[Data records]
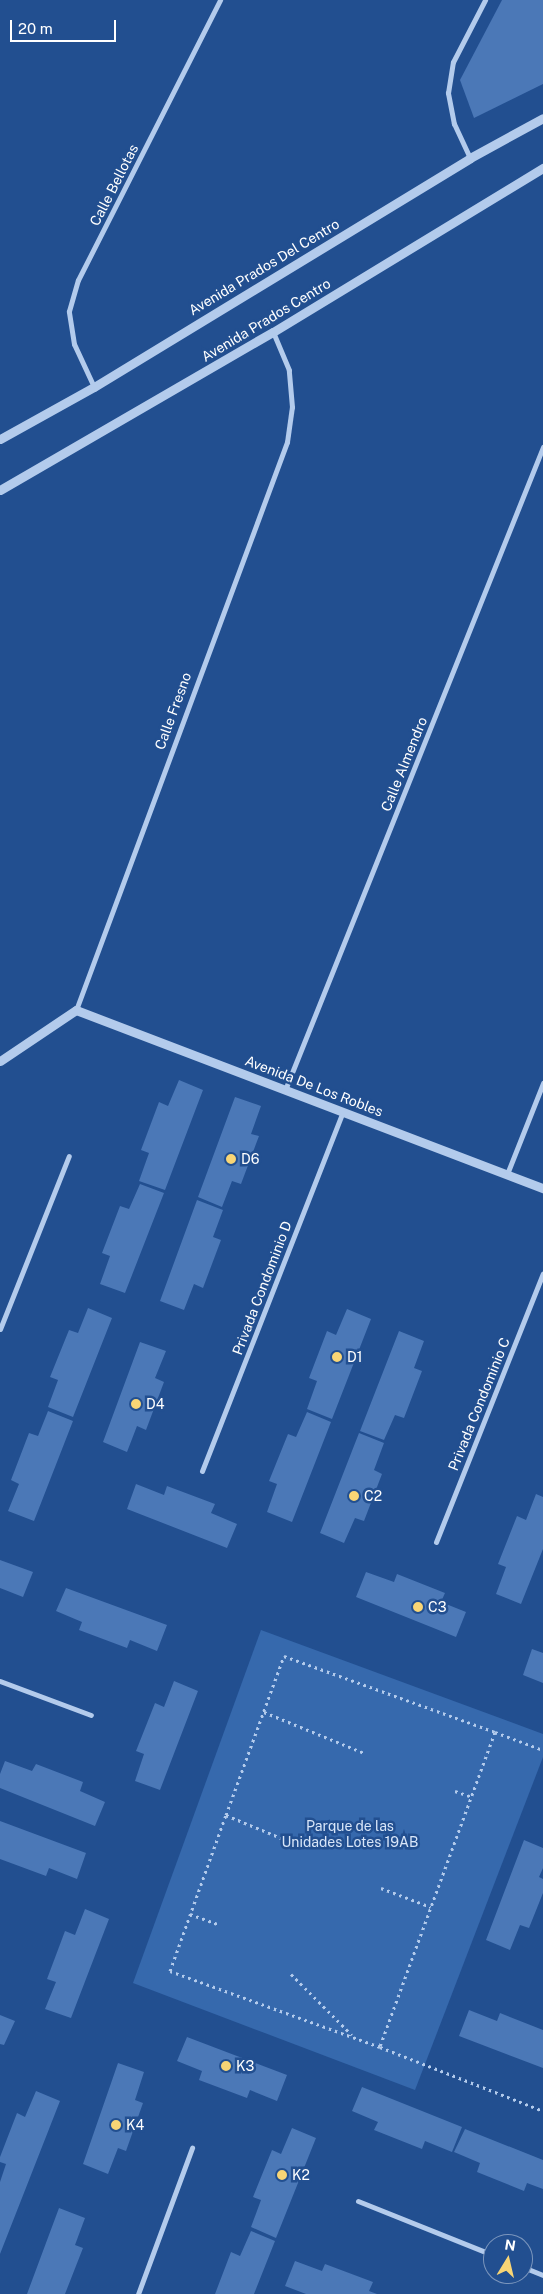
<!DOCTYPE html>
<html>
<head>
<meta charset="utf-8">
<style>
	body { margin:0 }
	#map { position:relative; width:543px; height:2294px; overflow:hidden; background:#224f90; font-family:"Public Sans",sans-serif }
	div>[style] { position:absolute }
	.green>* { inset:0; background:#3669ad }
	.building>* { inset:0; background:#4b78b7 }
	.path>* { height:3px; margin-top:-1.5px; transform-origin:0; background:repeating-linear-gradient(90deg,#b3cbec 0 2.5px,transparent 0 6.5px) }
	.minor>* { height:5px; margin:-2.5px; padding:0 2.5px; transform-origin:2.5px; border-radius:2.5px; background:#b3cbec }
	.tertiary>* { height:9px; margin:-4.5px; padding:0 4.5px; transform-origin:4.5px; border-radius:4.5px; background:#b3cbec }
	.dots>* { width:14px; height:14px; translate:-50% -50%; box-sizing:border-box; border:2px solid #224f90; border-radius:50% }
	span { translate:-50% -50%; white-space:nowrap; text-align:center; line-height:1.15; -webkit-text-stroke:5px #224f90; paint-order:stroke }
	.street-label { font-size:14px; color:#fff }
	.poi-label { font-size:14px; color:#fff }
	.left { translate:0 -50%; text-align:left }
	.park-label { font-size:14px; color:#d8e6f9 }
	.north { position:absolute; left:483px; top:2234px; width:50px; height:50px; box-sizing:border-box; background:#224f90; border:1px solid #7a95bc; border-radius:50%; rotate:9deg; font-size:14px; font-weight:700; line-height:20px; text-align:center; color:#fff }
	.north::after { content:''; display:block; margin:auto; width:18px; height:22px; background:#f8d575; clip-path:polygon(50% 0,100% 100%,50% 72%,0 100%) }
	.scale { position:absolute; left:10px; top:20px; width:106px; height:22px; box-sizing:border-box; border:2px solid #fff; border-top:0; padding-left:6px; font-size:15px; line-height:18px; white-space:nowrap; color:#fff; -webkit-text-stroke:4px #224f90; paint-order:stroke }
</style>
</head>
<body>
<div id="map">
	<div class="green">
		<i style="clip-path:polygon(261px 1630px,543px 1734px,543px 1757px,415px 2090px,133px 1983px)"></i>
	</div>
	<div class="building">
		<i style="clip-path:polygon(502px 0,543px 0,543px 84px,474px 118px,460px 80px)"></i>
		<i style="clip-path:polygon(179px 1080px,203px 1090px,165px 1190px,139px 1181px,149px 1153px,141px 1150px,159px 1102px,168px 1106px)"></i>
		<i style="clip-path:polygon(235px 1097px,261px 1106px,251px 1134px,259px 1136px,241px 1184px,232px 1181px,222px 1207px,198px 1197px)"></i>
		<i style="clip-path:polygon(140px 1184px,164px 1193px,125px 1293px,100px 1284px,110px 1256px,102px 1253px,120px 1206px,129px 1209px)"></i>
		<i style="clip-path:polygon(197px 1200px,223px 1210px,213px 1237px,221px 1240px,203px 1288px,194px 1284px,184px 1310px,160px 1301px)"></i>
		<i style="clip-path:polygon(88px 1308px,112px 1318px,73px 1417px,48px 1407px,58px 1380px,50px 1377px,69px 1330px,78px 1333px)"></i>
		<i style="clip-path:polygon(347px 1309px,371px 1319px,332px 1419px,307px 1409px,317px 1381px,309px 1378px,327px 1331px,336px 1335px)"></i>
		<i style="clip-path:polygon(399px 1331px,424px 1341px,414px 1368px,422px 1371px,404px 1418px,395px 1415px,384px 1440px,360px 1431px)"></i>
		<i style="clip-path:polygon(140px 1342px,166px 1351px,155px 1378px,164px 1382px,146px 1430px,137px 1426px,127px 1452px,103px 1442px)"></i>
		<i style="clip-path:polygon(48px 1411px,73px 1421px,34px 1521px,8px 1511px,19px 1484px,11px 1480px,29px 1433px,38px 1436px)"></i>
		<i style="clip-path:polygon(307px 1412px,331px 1422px,292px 1522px,267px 1512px,277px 1484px,269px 1481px,288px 1434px,296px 1437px)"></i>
		<i style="clip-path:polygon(359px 1433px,384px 1443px,374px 1470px,382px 1474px,364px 1521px,355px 1518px,344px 1543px,320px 1533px)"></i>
		<i style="clip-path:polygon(136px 1484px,164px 1495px,167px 1486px,215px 1504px,211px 1513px,237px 1524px,227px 1548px,127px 1509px)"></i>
		<i style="clip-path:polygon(536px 1494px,543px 1497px,543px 1549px,521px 1604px,496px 1594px,506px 1567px,498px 1564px,517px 1516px,526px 1520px)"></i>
		<i style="clip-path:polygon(0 1560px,33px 1572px,23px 1597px,0 1588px)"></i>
		<i style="clip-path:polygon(366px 1572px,394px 1582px,397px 1574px,445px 1593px,441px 1602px,466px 1612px,456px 1637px,356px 1597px)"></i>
		<i style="clip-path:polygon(66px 1588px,167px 1625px,157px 1651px,130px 1640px,127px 1648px,79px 1630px,82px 1622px,56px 1611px)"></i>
		<i style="clip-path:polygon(532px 1649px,543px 1653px,543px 1683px,523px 1675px)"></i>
		<i style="clip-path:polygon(174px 1681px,198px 1691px,160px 1790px,135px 1781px,144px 1754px,136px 1751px,155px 1703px,164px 1707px)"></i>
		<i style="clip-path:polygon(5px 1761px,32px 1771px,36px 1764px,83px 1782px,80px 1791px,105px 1802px,95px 1826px,0 1788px,0 1774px)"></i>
		<i style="clip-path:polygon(0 1821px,86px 1853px,77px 1879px,49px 1868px,46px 1876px,0 1859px)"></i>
		<i style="clip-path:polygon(524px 1840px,543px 1848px,543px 1868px,539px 1877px,543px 1879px,543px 1893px,529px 1928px,520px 1925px,510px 1950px,486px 1940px)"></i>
		<i style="clip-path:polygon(85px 1909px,109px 1919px,71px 2018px,45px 2009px,56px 1982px,47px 1979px,65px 1931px,75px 1935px)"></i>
		<i style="clip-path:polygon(469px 2010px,497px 2021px,500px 2013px,543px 2030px,543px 2068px,459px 2036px)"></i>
		<i style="clip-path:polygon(0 2015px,15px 2021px,4px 2045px,0 2044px)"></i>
		<i style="clip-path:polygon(187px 2037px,287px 2075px,277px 2101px,250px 2090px,247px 2098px,199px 2080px,202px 2071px,177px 2061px)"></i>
		<i style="clip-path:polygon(118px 2063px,144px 2072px,135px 2100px,143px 2103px,126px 2151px,118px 2148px,108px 2174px,83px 2164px)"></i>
		<i style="clip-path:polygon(362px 2087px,462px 2127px,452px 2152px,425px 2141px,422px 2149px,374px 2130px,378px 2122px,352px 2111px)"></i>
		<i style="clip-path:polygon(36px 2091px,60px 2101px,0 2254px,0 2182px,6px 2164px,0 2162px,0 2157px,17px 2113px,25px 2117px)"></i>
		<i style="clip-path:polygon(292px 2128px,316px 2138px,276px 2238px,251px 2227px,261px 2200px,253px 2197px,272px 2150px,281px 2154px)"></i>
		<i style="clip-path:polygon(465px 2129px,543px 2160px,543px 2189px,527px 2183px,524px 2191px,477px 2172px,480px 2163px,454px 2152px)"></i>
		<i style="clip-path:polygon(59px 2208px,85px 2218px,75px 2245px,83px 2248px,65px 2294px,27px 2294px)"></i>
		<i style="clip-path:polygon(251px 2231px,275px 2241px,254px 2294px,215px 2294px,231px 2252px,240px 2256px)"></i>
		<i style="clip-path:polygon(295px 2261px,322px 2271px,325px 2264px,373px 2282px,369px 2291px,377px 2294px,306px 2294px,285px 2286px)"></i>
	</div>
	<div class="path">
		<i style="left:264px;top:1712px;width:108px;rotate:22.3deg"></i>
		<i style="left:495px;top:1732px;width:51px;rotate:20.6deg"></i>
		<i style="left:455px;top:1791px;width:18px;rotate:19deg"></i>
		<i style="left:226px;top:1815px;width:169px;rotate:-70deg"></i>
		<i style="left:284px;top:1656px;width:224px;rotate:19.8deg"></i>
		<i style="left:495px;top:1732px;width:335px;rotate:110.1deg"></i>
		<i style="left:380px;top:2047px;width:223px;rotate:-160.1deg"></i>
		<i style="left:170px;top:1971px;width:166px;rotate:-70.3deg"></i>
		<i style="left:226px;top:1815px;width:73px;rotate:22.7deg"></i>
		<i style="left:381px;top:1888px;width:53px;rotate:20.8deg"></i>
		<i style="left:190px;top:1914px;width:30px;rotate:20deg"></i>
		<i style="left:291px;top:1974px;width:86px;rotate:45deg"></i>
		<i style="left:380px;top:2047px;width:175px;rotate:21.4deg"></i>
	</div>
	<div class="minor">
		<i style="left:470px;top:158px;width:38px;rotate:-115deg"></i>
		<i style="left:454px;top:124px;width:32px;rotate:-101deg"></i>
		<i style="left:448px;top:93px;width:31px;rotate:-81deg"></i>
		<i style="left:453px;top:62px;width:70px;rotate:-62.7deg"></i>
		<i style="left:94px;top:387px;width:47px;rotate:-114.9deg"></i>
		<i style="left:74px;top:344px;width:33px;rotate:-99deg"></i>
		<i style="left:69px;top:311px;width:32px;rotate:-74deg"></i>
		<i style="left:78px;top:280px;width:314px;rotate:-63.1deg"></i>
		<i style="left:76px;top:1010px;width:606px;rotate:-69.62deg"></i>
		<i style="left:287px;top:442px;width:35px;rotate:-82deg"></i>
		<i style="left:292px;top:407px;width:37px;rotate:-95deg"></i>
		<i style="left:289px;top:370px;width:41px;rotate:-112.8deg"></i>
		<i style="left:285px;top:1090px;width:693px;rotate:-68.14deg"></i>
		<i style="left:507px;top:1174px;width:98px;rotate:-68.4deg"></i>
		<i style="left:0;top:1329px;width:186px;rotate:-68.3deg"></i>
		<i style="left:202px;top:1471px;width:386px;rotate:-68.6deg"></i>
		<i style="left:436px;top:1542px;width:289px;rotate:-68.3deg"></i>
		<i style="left:0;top:1681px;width:97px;rotate:20.5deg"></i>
		<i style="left:358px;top:2201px;width:145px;rotate:21.8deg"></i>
		<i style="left:523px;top:2267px;width:22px;rotate:22deg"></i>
		<i style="left:138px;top:2294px;width:156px;rotate:-69.7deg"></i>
	</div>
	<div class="tertiary">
		<i style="left:0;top:439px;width:107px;rotate:-29deg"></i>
		<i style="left:94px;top:387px;width:440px;rotate:-31.3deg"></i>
		<i style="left:470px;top:158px;width:83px;rotate:-28.7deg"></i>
		<i style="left:0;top:490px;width:315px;rotate:-30.1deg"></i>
		<i style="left:273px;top:332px;width:316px;rotate:-31.3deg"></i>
		<i style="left:0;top:1061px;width:92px;rotate:-33.9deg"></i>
		<i style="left:76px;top:1010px;width:500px;rotate:20.9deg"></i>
	</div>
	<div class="dots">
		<i style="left:231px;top:1159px;background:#f8d575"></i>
		<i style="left:337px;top:1357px;background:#f8d575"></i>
		<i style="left:136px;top:1404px;background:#f8d575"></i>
		<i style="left:354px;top:1496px;background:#f8d575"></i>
		<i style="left:418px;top:1607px;background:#f8d575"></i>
		<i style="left:226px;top:2066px;background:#f8d575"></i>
		<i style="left:116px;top:2125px;background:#f8d575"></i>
		<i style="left:282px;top:2175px;background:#f8d575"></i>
	</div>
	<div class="street-label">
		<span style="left:114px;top:185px;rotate:-63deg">Calle Bellotas</span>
		<span style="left:264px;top:267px;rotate:-31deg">Avenida Prados Del Centro</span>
		<span style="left:266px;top:320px;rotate:-31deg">Avenida Prados Centro</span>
		<span style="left:173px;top:711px;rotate:-70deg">Calle Fresno</span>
		<span style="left:404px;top:764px;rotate:-68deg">Calle Almendro</span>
		<span style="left:314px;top:1086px;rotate:21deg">Avenida De Los Robles</span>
		<span style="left:262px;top:1288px;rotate:-69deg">Privada Condominio D</span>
		<span style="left:479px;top:1404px;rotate:-68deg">Privada Condominio C</span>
	</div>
	<div class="poi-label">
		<span class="left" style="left:241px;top:1159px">D6</span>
		<span class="left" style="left:347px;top:1357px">D1</span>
		<span class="left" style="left:146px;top:1404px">D4</span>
		<span class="left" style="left:364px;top:1496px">C2</span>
		<span class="left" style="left:428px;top:1607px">C3</span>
		<span class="left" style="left:236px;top:2066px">K3</span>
		<span class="left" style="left:126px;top:2125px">K4</span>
		<span class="left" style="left:292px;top:2175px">K2</span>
	</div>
	<div class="park-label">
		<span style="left:350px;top:1834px">Parque de las<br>Unidades Lotes 19AB</span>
	</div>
	<div class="north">N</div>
	<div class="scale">20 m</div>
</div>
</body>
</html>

• [Task instructions]: Write out exactly the opening lines of the data, stopping after the line that holds "width:14px; height:14px; translate:-50%". Exclude pictures.

• [Response to the task]:
<!DOCTYPE html>
<html>
<head>
<meta charset="utf-8">
<style>
	body { margin:0 }
	#map { position:relative; width:543px; height:2294px; overflow:hidden; background:#224f90; font-family:"Public Sans",sans-serif }
	div>[style] { position:absolute }
	.green>* { inset:0; background:#3669ad }
	.building>* { inset:0; background:#4b78b7 }
	.path>* { height:3px; margin-top:-1.5px; transform-origin:0; background:repeating-linear-gradient(90deg,#b3cbec 0 2.5px,transparent 0 6.5px) }
	.minor>* { height:5px; margin:-2.5px; padding:0 2.5px; transform-origin:2.5px; border-radius:2.5px; background:#b3cbec }
	.tertiary>* { height:9px; margin:-4.5px; padding:0 4.5px; transform-origin:4.5px; border-radius:4.5px; background:#b3cbec }
	.dots>* { width:14px; height:14px; translate:-50% -50%; box-sizing:border-box; border:2px solid #224f90; border-radius:50% }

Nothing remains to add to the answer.